I made a brief appearance at my 10 year class reunion, but peaced out when it looked like I was going to need to watch people golf if I was going to continue to hang. Sorry 'bout it.

After leaving the reunion, I met up with Travis, Beth, and a group of Beth's friends from Sioux Falls to continue the festivities on a sandbar down by the river (possibly the most small town Iowa thing we could have done that afternoon), and we stayed there until it was time to move on to the fireman's dance down in the park.

I struggled with how I was going to tell the story of the dance. Nothing too noteworthy happened, but I'd feel remiss if I didn't share at least a few of the highlights. So here they are.

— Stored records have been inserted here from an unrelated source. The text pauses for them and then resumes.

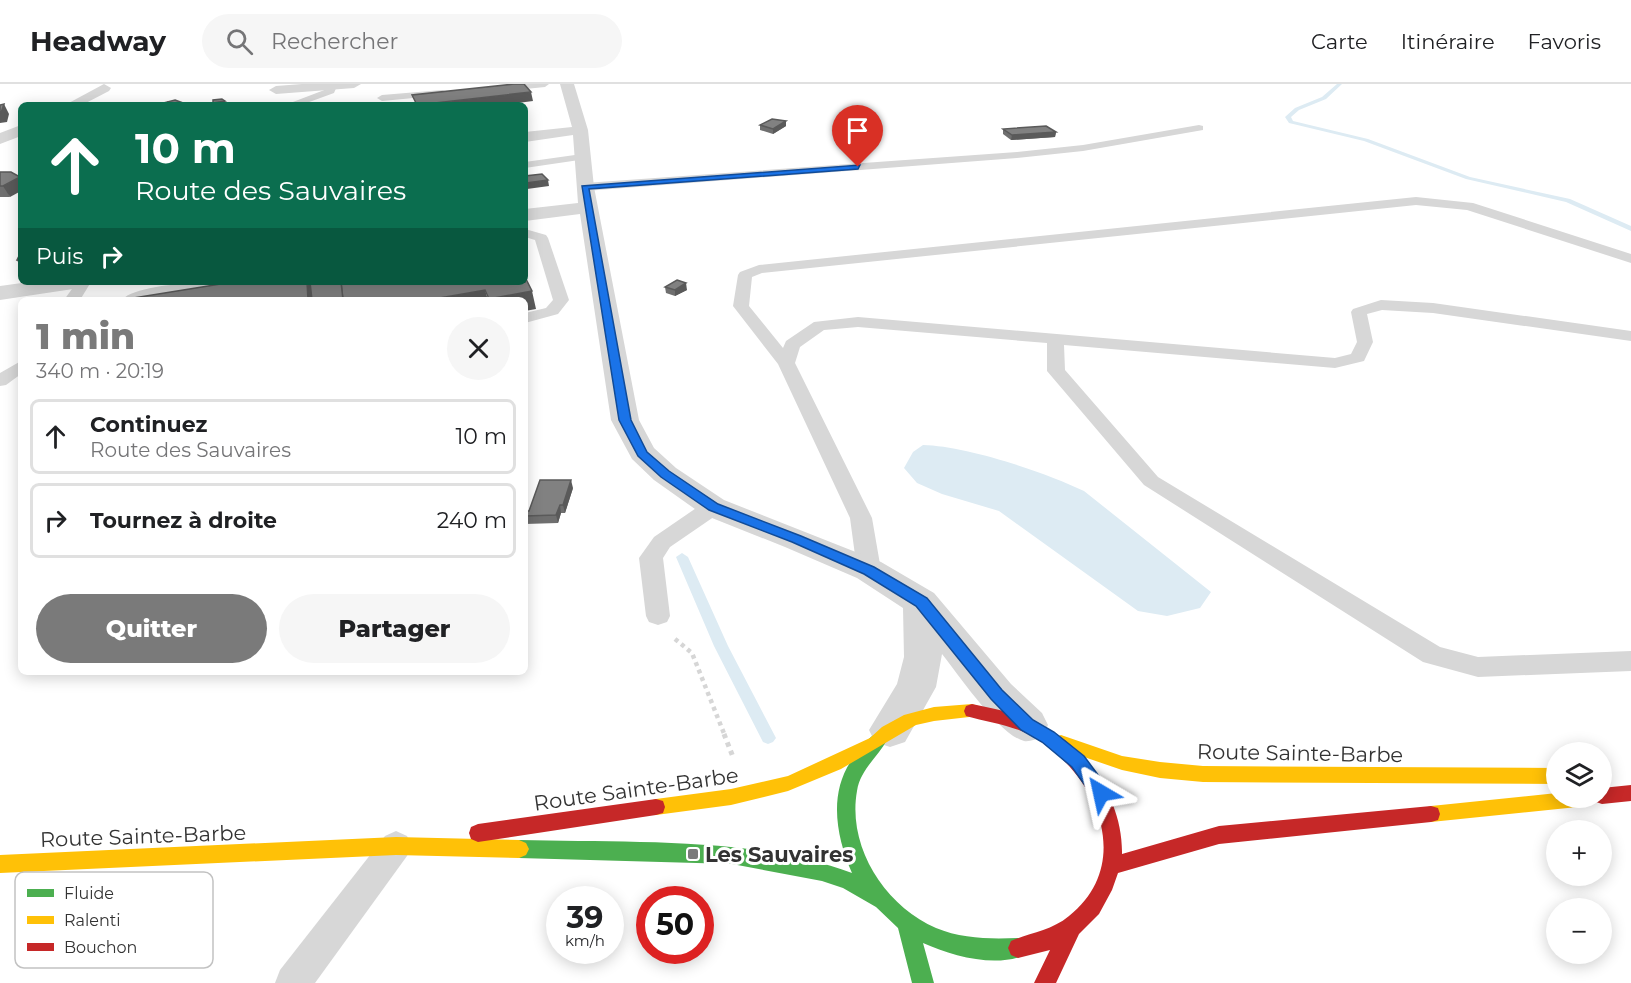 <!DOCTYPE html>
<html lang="fr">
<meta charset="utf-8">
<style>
:root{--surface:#fff;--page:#f6f6f6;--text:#202124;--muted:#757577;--line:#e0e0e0;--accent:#7a7a7a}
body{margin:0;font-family:Montserrat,sans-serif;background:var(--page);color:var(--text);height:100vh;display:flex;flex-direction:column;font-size:22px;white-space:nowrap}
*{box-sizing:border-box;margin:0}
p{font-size:20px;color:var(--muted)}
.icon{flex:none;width:33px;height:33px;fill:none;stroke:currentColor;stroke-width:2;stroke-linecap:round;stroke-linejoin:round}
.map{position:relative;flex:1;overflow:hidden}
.drawer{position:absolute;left:18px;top:213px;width:510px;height:378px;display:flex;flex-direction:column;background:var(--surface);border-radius:9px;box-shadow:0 3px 15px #0003}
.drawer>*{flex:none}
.guide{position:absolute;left:18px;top:18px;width:510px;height:183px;border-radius:9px;box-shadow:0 3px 15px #0003;background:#0b6e4f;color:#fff;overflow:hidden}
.controls{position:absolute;left:1546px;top:658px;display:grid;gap:12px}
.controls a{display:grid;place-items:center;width:66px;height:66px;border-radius:50%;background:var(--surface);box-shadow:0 3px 15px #0003;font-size:30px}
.speed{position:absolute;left:546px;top:802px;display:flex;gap:12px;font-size:30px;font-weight:700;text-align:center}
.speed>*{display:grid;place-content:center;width:78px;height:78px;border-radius:50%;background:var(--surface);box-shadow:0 3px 15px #0003;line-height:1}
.speed small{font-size:15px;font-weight:400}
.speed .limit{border:9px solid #d22;background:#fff;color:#111}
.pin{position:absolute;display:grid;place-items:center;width:51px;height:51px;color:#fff;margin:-62px -26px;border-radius:50% 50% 50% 0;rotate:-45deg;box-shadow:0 0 6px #0007}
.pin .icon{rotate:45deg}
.me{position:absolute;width:66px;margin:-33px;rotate:324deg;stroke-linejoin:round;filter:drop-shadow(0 0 4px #0008)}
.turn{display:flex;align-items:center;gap:21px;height:126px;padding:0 18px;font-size:27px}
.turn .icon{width:78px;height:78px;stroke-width:2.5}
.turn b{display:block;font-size:42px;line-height:51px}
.then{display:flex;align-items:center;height:57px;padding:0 18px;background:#0003;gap:12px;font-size:22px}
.round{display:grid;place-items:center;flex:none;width:63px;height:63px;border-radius:32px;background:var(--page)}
.headline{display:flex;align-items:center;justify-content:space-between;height:102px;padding:0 18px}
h1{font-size:36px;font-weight:800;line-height:45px;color:var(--accent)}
.primary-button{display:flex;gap:12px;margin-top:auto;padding:12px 18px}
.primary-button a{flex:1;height:69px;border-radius:36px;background:var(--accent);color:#fff;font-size:24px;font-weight:800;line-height:69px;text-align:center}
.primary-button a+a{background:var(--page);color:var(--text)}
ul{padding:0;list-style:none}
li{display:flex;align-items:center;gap:18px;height:75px;margin:0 12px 9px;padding:0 6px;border:3px solid var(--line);border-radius:9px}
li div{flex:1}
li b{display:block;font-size:22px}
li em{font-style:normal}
header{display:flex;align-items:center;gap:36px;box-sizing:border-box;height:84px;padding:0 30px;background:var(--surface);border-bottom:2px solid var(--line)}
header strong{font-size:28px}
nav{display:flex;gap:33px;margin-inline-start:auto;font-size:21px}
.search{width:420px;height:54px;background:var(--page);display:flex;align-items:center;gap:15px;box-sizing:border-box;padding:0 21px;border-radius:33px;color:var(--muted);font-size:22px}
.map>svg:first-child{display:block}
.water{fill:#ddebf3}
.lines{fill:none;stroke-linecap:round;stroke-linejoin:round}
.stream{fill:#ddebf3;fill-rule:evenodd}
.path-far1{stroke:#d6d6d6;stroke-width:4.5;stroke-dasharray:4 4;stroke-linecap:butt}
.path{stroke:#d6d6d6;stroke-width:5;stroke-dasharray:4.5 4.5;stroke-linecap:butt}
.lane{fill:#d7d7d7;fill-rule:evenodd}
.street{fill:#d7d7d7;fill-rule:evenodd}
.fast{fill:#4caf50;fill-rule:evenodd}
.slow{fill:#ffc107;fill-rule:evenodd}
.jam{fill:#c62828;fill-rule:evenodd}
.wall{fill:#6f6f6f}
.shaded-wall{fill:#5a5a5a}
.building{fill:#818181;stroke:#5a5a5a;stroke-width:1.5}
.route{fill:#1a73e8;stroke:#114b97;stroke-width:1.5}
.poi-dot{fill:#7a7a7a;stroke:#fff;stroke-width:2}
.labels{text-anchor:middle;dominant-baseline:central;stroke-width:6;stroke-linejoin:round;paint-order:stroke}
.near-street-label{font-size:21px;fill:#333;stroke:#fff}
.near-poi-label{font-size:21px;font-weight:bold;fill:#333;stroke:#fff;text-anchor:start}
.key{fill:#fff;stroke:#c2c2c2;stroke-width:1.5}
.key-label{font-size:16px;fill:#333}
</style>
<header>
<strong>Headway</strong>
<div class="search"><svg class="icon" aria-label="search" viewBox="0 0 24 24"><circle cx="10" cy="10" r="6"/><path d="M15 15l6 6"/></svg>Rechercher</div>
<nav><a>Carte</a><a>Itinéraire</a><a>Favoris</a></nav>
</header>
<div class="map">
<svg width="1631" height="899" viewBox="0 0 1631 899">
<rect width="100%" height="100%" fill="#fff"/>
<path class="water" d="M923,361C966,362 1045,388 1084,407L1211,508L1200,524L1167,532L1138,527L999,427L942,410L917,399L904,384L913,368Z"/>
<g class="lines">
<g class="stream">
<path d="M1337,0H1342L1326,15L1299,26L1291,33L1293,37L1368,55L1470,93L1570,115L1631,142V147L1566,118L1466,95L1364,57L1289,39L1285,33L1295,24L1322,13Z"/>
<path d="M682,469L688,473L728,562L776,654L773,658L768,660L763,658L714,562L676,473Z"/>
</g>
<path class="path-far1" d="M675,555L692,569L725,652"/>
<path class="path" d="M724,650L733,673"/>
<g class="lane">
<path d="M329,0L337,2L334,9L301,21H285L327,5Z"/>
<path d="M518,0H549L545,3L496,8L491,5L496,2Z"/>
<path d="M442,6L445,7V11L382,17L377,14L382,11Z"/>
<path d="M1199,41L1203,42V46L1083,67L1017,74L585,107L579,103L585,99L1017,68L1083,61Z"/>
<path d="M582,70L588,73L586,75L525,84V78Z"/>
<path d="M1416,113L1473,119L1631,170V179L1467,126L1416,121L762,189L752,193L749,222L783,264L786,257L814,238L858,233L1335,274L1351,270L1357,258L1351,228L1353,225L1381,216L1433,219L1631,247V257L1433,229L1382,226L1367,230L1373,258L1364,277L1335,284L1064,261L1065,286L1158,393L1440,563L1478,573L1631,567V587L1478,593L1423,578L1144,401L1047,287V259L858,243L824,246L800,263L795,279L872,434L881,486L877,492L869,494L861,492L857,486L850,434L778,280L733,222L738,191L740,188L759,181Z"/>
<path d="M525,145L546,151L548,154L569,216L558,230L525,239V229L546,224L553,216L535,156L525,153Z"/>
<path d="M77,198H91L80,216H64Z"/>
<path d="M193,198H228L221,202L146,216H122C133,203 175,201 193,198Z"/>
<path d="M21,277V290L6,301L0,302V289Z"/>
<path d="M713,416L721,418L724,423L721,428L670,463L663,474L670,532L667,538L658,541L649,538L646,532L639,474L654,453L705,418Z"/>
<path d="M396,747L407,752L412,762L407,772L315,899H275L280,886L385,752Z"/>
</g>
<g class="street">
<path d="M104,0L111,4L109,7L82,21H65Z"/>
<path d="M302,0H361L354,4L276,10L269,6L276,2Z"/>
<path d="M560,0H574L588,46L594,103L639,336L654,364L676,384L724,416L881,478L934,509L1011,600L1042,629L1048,641L1042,653C1036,655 1030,658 1024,657C999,651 959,591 942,570L936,603L905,658L890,663L875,658L869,646L897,600L904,573L903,524L857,494L785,463L702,430L654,396L632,375L611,336L580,130L525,137V125L578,119L573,51L525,58V48L572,43Z"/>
<path d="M21,41V52L0,60V49Z"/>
<path d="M29,198H84L81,203L73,205L0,216V202Z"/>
</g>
<path class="fast" d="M878,649L884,651L887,656C877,674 860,686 857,707C847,763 885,822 936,844C962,855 991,855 1018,854L1025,857L1028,864L1025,871C995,884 952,872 923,859L934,899H912L898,844L876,823L843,804L822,797L732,780L519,774L512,771L509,765L512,759L519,756C625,759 753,752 852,789C835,750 827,703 858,668C864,661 869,652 878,649Z"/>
<g class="slow">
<path d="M972,620L978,622L980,627L978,632L934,637L916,641L841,685L788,707L731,721L656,731L649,729L647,723L649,717L656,715L731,705L788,692L870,654L882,643L904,631L934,623Z"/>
<path d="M1061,651L1122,672L1160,678L1203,682L1557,684V700L1203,698L1160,694L1122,686L1055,663L1052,658L1055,653Z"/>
<path d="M1557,709V714H1596L1593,720L1587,722L1431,738L1424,736L1422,730L1424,724L1431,722Z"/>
<path d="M396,753L519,756L526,759L529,765L526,771L519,774L396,771L0,789V771Z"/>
</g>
<g class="jam">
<path d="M972,620C995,625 1018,629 1039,640C1087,663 1123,716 1122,770L1219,742L1431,722L1438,724L1440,730L1438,736L1431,738L1219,760L1118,789L1112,806L1099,830L1079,850L1056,899H1034L1050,866L1018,874L1011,871L1008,864L1011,857C1031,848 1051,847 1069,832C1135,779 1097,691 1035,654C1014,641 990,639 966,632L964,627L966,622Z"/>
<path d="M1631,701V717L1602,720L1596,718L1594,714H1602V704Z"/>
<path d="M656,715L663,717L665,723L663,729L656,731L478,758L471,755L469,749L471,743L478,740Z"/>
</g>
</g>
<g class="wall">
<path d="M786,37V42L773,50L760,46V41Z"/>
<path d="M1003,45L1056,48L1055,53L1011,56L1003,50Z"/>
<path d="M0,88L10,113H0Z"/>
<path d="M665,203L687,206L675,212L666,209Z"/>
<path d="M573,404L565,429H561L558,439L525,440V432L529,427Z"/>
</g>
<g class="shaded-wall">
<path d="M531,8L533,17L502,21H417Z"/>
<path d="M225,17L226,21H214L213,19Z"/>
<path d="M4,20L9,30L7,38L0,39V29Z"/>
<path d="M786,37V42L773,50V45Z"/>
<path d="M1056,48L1055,53L1011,56L1012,51Z"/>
<path d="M20,93L21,95V107L10,113L3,102Z"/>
<path d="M548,96L549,102L527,105L526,99Z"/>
<path d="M17,176H21V184Z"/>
<path d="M307,198H310L314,216H308Z"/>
<path d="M686,199L687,206L675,212V206Z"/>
<path d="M485,206L488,216H428Z"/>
<path d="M532,207L536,225L525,227V216H490L489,215Z"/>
<path d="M571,396L573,404L565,429L563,421Z"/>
<path d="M560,421L561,429L558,439L556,431Z"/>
</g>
<g class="building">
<path d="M514,0H524L531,8L417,21L412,11Z"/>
<path d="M222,15L225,17L213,19V16Z"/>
<path d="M175,16L183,19L176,21L167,18Z"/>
<path d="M4,20L1,29H0V21Z"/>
<path d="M772,35L786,37L773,45L760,41Z"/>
<path d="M1046,42L1056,48L1012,51L1003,45Z"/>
<path d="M0,88H11L20,93L3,102H0Z"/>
<path d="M542,90L548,96L526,99L525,98V92Z"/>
<path d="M21,168V176H17Z"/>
<path d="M525,193L532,207L489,215L485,206L428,216H343L341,198H525Z"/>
<path d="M677,196L686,199L675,206L665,203Z"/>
<path d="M233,198H307L308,216H121Z"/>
<path d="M310,198H341L343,216H312Z"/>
<path d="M540,396H571L563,421H560L556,431L525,432V427H529Z"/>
</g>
<path class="route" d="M860,81L858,85L589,105L631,336L647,368L669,387L718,420L801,452L874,483L927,514L1002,606L1033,636L1054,648L1084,672L1107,703L1110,709L1107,714L1101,717L1094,714L1072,683L1042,658L1021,646L991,615L916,522L864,490L792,458L709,426L661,393L638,372L619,336L582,102Z"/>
<rect class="poi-dot" x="687" y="764" width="12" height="12" rx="3"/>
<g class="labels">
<g class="near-street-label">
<text transform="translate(1300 669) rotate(1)">Route Sainte-Barbe</text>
<text transform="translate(636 705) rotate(-8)">Route Sainte-Barbe</text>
<text transform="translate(143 752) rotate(-2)">Route Sainte-Barbe</text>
</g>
<g class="near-poi-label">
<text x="705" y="770">Les Sauvaires</text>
</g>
</g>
<rect x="15" y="788" width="198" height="96" rx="9" class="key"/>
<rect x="27" y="805" width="27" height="8" fill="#4caf50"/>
<rect x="27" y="832" width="27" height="8" fill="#ffc107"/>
<rect x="27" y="859" width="27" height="8" fill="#c62828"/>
<g class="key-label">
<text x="64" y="815">Fluide</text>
<text x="64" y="842">Ralenti</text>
<text x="64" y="869">Bouchon</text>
</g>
</svg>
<div class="controls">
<a><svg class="icon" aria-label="layers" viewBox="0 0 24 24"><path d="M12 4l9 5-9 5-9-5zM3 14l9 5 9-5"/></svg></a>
<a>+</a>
<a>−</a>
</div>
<div class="speed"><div>39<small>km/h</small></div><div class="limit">50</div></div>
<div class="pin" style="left:858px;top:83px;background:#d93025"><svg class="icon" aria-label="arrive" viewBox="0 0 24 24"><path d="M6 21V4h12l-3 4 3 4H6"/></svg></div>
<svg class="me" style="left:1101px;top:709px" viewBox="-20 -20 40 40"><path d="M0-17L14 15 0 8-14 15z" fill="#1a73e8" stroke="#fff" stroke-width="4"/></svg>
<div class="guide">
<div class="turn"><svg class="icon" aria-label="ahead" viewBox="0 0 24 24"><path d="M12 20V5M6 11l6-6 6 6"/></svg><div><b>10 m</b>Route des Sauvaires</div></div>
<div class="then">Puis<svg class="icon" aria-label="right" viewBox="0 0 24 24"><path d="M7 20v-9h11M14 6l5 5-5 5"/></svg></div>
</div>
<section class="drawer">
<div class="headline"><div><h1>1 min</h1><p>340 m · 20:19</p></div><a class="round"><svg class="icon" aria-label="close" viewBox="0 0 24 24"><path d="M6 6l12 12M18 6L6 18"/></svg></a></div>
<ul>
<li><svg class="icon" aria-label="ahead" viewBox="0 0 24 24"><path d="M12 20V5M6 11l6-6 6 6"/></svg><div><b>Continuez</b><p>Route des Sauvaires</p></div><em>10 m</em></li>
<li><svg class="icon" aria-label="right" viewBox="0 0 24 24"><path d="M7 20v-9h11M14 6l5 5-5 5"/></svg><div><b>Tournez à droite</b></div><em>240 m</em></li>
</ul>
<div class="primary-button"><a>Quitter</a><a>Partager</a></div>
</section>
</div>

- I made scathing, snarky comments about the new band they got to perform and was almost immediately brought to tears when they played Cruise (I seriously can't understand why I can't handle that song).

- A huge scene was made when I spotted my friend Stacy across the crowd, shrieked, and pushed through a lot of people to give her a hug.

- I danced with a gentleman in a manner that was inappropriate for a small town in Northwest Iowa.

- I had a religious experience with a breakfast burrito that only cost me one drink ticket and, after finding cheese improbably far from my mouth, my dignity.

- A drunk guy cupped my ass while sloppily winking at me, and I started deciding what our adopted children's names would be (be honest, is Charisma the stripper-iest name I could give a girl?).

- Beth played late 90's Robyn and S Club 7 at the bar, and I danced in a manner inappropriate for a small town in Northwest Iowa.

- I had to explain, again, to the bartender what goes into a Vodka Soda (and asked for two so I wouldn't have to go through it again).

- Quite a few ill advised text messages were sent at all hours of the morning.

- I went to my family reunion the next day and had one of those moments where I decided to really step back and look at my drinking habits (which I quickly forgot about after a nap and some Diet Coke).

Only 12 more months 'til TCD, you guys!